Sunday, October 19, 2014

The Cat who Walked through Doors

The two cats had lived in the yard all their lives, three years at the time of the incident.

Except for two weeks after we caught them when they were about six months, got them spayed and neutered and had them recover in the house, their life had been outside.
They came and said hello, accepted a few minutes of lap time when we were in the yard but that was about the extent of the interaction.

The male, Eenie, was quiet and more solitary than the smaller black female, Mo.  So, Eenie was nicknamed The Cowboy cat. He did, however, spend many hot summer days at the bathroom window. Eenie was lying on the outside window sill, his brother Tigger, whom we had kept inside after the recovery from the trip to the SPCA would be on the inside window sill.
Separated by the fly screen, the two would sleep there back to back, or they would chat. There is no good other way to describe the conversation, the exchange of soft, short phrases, in a back and forth so oddly flowing like a human conversation that we used to stand in the bathroom door to listen in.
After the first year, Eenie started limping, Mo told us that something was wrong with him. Which we did not understand, of course, because he was just sitting still in the sun. A few days after she started acting strangely, he moved. The limp was obvious, so he got picked up, spirited to the vet, and the problem with his femur was fixed. After two weeks in the bathroom, we let him out, and all returned to normal.

So, for a continuous period of two years, Eenie had been outside, with Mo for total of four years.

Then Mo disappeared.

A week later, she is in the yard, meowing pitifully, sitting on her hind legs, unable to use her front legs.

Long story short, she ends up in a cage with both front paws out of commission. Bandaged, sedated daily, she started healing.

Eenie was his usual self, coming to say hi, busy evading racoons and possums, hunting a mouse when one showed up.

One night, after a few minutes of time with Eeenie, the blogster got up to go into the house.

This was the signal for Eenie to head in the opposite direction into the yard.

But he did not.

He walked to the door with the human.

As the human reached for the door knob, Eenie looked up and uttered a brief, questioning meow.

You want to go in?

Meow.

Okay.

The human opened the door, the cat walked in.

Surprised, the human followed. Eenie was sitting right next to the small cage of his sister, their noses touching, small sounds bouncing back and forth between them.

Fascinated, we silently watched.

After a few minutes, Eenie turned to the humans, then turned around and walked to the door. The blogster got up, opened the door for the cat, and the cat left with a tiny "thank you" meow (aka. the rolled R meow).

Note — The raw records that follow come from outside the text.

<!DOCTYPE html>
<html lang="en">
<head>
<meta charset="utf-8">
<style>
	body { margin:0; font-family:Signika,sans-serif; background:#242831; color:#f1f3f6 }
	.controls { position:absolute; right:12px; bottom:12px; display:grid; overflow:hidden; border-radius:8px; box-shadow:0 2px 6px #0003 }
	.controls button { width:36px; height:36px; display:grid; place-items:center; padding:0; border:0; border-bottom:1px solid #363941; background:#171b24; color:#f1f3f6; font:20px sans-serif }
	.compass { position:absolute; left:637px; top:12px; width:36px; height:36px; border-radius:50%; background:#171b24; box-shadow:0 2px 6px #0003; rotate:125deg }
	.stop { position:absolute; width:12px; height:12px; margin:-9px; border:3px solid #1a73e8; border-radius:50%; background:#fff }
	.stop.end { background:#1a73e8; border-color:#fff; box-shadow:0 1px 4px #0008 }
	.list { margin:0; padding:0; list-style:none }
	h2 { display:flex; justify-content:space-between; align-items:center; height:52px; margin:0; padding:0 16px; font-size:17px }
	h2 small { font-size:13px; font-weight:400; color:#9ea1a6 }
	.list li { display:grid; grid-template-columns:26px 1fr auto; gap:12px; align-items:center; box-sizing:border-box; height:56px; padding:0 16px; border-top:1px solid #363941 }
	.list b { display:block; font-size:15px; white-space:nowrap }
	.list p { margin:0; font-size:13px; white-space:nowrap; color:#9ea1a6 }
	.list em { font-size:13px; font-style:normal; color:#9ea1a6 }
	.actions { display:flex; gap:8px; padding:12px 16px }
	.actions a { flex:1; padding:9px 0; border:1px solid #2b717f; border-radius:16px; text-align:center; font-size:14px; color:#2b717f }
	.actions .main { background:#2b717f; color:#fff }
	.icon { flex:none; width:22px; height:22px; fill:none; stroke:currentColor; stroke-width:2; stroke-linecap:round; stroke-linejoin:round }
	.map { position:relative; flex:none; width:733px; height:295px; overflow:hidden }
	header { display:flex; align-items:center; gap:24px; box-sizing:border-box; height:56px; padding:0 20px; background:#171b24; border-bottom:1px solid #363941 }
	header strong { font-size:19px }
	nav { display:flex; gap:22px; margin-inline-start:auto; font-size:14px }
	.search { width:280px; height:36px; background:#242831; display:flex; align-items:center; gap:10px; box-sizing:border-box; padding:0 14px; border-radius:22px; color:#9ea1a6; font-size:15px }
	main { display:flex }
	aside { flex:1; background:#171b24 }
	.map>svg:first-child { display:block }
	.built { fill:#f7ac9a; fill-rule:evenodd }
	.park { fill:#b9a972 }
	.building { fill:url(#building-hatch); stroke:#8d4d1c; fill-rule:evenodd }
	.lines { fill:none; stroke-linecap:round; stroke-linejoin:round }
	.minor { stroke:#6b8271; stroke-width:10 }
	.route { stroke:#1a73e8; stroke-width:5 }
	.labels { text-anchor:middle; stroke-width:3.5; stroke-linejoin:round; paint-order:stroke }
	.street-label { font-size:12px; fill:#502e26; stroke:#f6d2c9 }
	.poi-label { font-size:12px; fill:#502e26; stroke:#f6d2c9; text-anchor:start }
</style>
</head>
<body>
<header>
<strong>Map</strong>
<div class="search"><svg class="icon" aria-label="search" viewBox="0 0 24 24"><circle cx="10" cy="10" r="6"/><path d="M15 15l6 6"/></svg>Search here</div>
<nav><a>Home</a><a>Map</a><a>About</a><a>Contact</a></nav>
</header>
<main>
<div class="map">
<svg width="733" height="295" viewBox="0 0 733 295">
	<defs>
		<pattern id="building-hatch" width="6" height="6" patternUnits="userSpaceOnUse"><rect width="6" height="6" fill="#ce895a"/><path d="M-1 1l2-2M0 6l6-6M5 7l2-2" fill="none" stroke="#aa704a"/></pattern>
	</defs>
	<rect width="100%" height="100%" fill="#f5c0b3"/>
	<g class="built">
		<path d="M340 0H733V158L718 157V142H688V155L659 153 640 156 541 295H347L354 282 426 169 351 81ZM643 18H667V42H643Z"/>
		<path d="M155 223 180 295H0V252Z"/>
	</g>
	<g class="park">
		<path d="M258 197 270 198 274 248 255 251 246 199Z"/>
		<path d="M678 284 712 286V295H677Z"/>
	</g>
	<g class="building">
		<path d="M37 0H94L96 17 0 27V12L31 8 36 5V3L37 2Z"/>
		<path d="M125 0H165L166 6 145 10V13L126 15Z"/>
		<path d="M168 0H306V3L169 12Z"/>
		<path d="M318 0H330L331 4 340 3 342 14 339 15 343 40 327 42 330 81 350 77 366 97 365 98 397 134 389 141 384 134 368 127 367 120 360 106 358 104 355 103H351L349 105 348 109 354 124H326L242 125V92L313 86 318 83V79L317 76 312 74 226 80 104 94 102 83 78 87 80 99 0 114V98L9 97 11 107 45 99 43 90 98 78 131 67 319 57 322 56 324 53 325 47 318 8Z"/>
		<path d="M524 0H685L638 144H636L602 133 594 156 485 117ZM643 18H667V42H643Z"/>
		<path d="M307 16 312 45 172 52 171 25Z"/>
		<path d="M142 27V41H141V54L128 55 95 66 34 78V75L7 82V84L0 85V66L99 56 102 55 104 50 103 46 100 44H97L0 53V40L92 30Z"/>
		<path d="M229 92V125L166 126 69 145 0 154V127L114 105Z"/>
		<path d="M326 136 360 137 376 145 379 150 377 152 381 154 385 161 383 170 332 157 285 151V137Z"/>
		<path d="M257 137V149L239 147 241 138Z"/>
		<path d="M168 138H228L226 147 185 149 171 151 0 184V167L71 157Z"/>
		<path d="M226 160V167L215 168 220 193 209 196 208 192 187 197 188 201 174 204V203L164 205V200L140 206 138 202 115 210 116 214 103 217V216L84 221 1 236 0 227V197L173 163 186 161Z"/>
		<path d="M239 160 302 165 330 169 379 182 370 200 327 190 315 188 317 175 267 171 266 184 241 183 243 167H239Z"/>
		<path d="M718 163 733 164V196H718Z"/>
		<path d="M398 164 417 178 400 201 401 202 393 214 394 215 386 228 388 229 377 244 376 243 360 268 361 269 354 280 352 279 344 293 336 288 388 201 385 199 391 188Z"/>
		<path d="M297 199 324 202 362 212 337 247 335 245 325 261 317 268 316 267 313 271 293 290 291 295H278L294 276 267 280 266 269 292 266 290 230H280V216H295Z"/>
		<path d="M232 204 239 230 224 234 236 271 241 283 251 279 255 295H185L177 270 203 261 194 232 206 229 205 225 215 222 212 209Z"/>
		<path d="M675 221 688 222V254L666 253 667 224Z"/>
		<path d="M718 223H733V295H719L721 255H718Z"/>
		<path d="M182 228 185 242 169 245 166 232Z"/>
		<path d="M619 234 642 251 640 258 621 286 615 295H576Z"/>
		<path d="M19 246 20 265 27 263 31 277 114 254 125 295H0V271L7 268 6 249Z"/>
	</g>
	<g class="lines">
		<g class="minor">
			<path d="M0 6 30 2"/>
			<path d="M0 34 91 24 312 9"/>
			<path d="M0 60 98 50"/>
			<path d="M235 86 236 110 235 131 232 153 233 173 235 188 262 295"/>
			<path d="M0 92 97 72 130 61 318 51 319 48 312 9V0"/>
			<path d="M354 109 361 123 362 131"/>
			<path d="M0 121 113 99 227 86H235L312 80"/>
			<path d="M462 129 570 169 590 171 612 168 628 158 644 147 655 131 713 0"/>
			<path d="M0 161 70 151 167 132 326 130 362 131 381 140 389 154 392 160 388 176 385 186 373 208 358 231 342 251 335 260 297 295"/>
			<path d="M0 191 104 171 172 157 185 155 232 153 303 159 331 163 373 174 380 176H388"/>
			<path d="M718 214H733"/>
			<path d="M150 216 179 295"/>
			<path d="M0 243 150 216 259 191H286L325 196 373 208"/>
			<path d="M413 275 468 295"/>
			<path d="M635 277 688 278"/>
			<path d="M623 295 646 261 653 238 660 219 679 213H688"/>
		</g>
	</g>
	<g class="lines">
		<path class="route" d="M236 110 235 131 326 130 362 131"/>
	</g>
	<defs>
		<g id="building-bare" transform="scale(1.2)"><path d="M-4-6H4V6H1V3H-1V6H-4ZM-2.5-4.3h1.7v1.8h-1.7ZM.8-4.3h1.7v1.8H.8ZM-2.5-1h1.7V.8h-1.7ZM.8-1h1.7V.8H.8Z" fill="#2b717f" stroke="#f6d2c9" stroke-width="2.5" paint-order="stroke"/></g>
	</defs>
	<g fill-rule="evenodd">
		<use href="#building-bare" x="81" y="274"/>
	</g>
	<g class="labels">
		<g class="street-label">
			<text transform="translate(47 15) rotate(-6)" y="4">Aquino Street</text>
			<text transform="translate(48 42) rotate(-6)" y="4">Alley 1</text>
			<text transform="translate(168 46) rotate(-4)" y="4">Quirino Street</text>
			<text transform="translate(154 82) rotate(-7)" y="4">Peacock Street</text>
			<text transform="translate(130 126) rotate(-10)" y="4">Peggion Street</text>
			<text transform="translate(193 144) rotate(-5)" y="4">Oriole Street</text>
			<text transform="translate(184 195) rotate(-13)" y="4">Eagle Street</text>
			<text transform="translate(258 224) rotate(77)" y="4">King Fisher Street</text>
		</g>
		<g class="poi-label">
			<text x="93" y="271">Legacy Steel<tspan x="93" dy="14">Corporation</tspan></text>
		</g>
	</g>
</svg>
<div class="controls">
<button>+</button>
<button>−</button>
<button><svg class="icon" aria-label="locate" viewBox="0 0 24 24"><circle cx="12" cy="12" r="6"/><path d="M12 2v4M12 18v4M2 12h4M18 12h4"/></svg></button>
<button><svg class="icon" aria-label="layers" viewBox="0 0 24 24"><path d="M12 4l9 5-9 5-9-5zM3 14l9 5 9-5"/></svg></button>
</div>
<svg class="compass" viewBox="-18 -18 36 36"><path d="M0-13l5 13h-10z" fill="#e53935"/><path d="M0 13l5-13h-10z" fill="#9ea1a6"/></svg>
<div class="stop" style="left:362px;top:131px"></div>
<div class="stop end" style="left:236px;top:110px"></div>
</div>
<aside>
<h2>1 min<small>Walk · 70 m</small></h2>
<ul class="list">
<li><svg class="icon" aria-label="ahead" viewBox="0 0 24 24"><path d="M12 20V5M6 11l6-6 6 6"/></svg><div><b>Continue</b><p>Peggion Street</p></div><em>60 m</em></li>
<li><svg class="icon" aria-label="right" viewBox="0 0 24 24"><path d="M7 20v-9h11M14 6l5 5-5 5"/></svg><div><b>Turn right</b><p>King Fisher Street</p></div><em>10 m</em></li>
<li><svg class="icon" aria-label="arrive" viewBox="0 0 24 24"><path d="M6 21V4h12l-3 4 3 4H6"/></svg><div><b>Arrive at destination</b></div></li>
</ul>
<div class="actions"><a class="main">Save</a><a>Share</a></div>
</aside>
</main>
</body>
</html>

The strangeness of it all was reinforced the subsequent day, and - in fact - for as long as Mo needed to stay confined.

Once a day, her brother came in, went straight to the cage to check in on her, turned around and went outside. One night, it rained, he stayed until the rain stopped. Then he started hanging out with the two house cats. After a couple of weeks, he'd stay to watch TV if something interesting was running on the Discovery Channel.